▶ **YOUR TASK**
Reproduce each entry exactly as written.

▶ **RECORD EXCERPTS**
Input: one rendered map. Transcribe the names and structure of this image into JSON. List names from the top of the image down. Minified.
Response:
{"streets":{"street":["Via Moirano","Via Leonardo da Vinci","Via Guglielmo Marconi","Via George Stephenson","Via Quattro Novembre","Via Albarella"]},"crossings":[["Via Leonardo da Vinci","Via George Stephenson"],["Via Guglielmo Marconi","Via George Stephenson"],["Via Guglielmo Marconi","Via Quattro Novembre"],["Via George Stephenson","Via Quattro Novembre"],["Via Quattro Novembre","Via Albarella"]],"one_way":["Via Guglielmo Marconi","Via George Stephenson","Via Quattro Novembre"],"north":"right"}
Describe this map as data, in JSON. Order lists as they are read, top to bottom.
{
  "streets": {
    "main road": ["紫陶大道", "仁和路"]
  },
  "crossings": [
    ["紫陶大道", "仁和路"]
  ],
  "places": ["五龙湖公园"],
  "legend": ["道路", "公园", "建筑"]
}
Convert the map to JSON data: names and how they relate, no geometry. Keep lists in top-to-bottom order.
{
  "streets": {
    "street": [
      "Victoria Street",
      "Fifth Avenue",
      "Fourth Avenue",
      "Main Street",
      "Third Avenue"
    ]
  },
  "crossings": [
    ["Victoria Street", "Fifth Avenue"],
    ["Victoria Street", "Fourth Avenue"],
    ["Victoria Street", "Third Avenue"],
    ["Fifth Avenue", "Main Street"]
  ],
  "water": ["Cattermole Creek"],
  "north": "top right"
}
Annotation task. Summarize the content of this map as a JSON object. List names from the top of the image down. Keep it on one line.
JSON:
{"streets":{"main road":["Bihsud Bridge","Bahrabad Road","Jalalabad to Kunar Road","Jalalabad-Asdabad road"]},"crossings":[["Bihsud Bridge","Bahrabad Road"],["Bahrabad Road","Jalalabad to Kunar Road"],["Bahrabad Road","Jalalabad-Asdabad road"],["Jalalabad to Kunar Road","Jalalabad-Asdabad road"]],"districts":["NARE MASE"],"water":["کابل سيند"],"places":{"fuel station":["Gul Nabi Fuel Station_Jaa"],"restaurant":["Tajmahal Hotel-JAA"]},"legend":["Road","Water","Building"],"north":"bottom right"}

▶ **WRITTEN REPLY**
Input: one rendered map. Transcribe the names and structure of this image into JSON. List names from the top of the image down. Minified.
Response:
{"streets":{"street":["Via Moirano","Via Leonardo da Vinci","Via Guglielmo Marconi","Via George Stephenson","Via Quattro Novembre","Via Albarella"]},"crossings":[["Via Leonardo da Vinci","Via George Stephenson"],["Via Guglielmo Marconi","Via George Stephenson"],["Via Guglielmo Marconi","Via Quattro Novembre"],["Via George Stephenson","Via Quattro Novembre"],["Via Quattro Novembre","Via Albarella"]],"one_way":["Via Guglielmo Marconi","Via George Stephenson","Via Quattro Novembre"],"north":"right"}
Describe this map as data, in JSON. Order lists as they are read, top to bottom.
{
  "streets": {
    "main road": ["紫陶大道", "仁和路"]
  },
  "crossings": [
    ["紫陶大道", "仁和路"]
  ],
  "places": ["五龙湖公园"],
  "legend": ["道路", "公园", "建筑"]
}
Convert the map to JSON data: names and how they relate, no geometry. Keep lists in top-to-bottom order.
{
  "streets": {
    "street": [
      "Victoria Street",
      "Fifth Avenue",
      "Fourth Avenue",
      "Main Street",
      "Third Avenue"
    ]
  },
  "crossings": [
    ["Victoria Street", "Fifth Avenue"],
    ["Victoria Street", "Fourth Avenue"],
    ["Victoria Street", "Third Avenue"],
    ["Fifth Avenue", "Main Street"]
  ],
  "water": ["Cattermole Creek"],
  "north": "top right"
}
Annotation task. Summarize the content of this map as a JSON object. List names from the top of the image down. Keep it on one line.
JSON:
{"streets":{"main road":["Bihsud Bridge","Bahrabad Road","Jalalabad to Kunar Road","Jalalabad-Asdabad road"]},"crossings":[["Bihsud Bridge","Bahrabad Road"],["Bahrabad Road","Jalalabad to Kunar Road"],["Bahrabad Road","Jalalabad-Asdabad road"],["Jalalabad to Kunar Road","Jalalabad-Asdabad road"]],"districts":["NARE MASE"],"water":["کابل سيند"],"places":{"fuel station":["Gul Nabi Fuel Station_Jaa"],"restaurant":["Tajmahal Hotel-JAA"]},"legend":["Road","Water","Building"],"north":"bottom right"}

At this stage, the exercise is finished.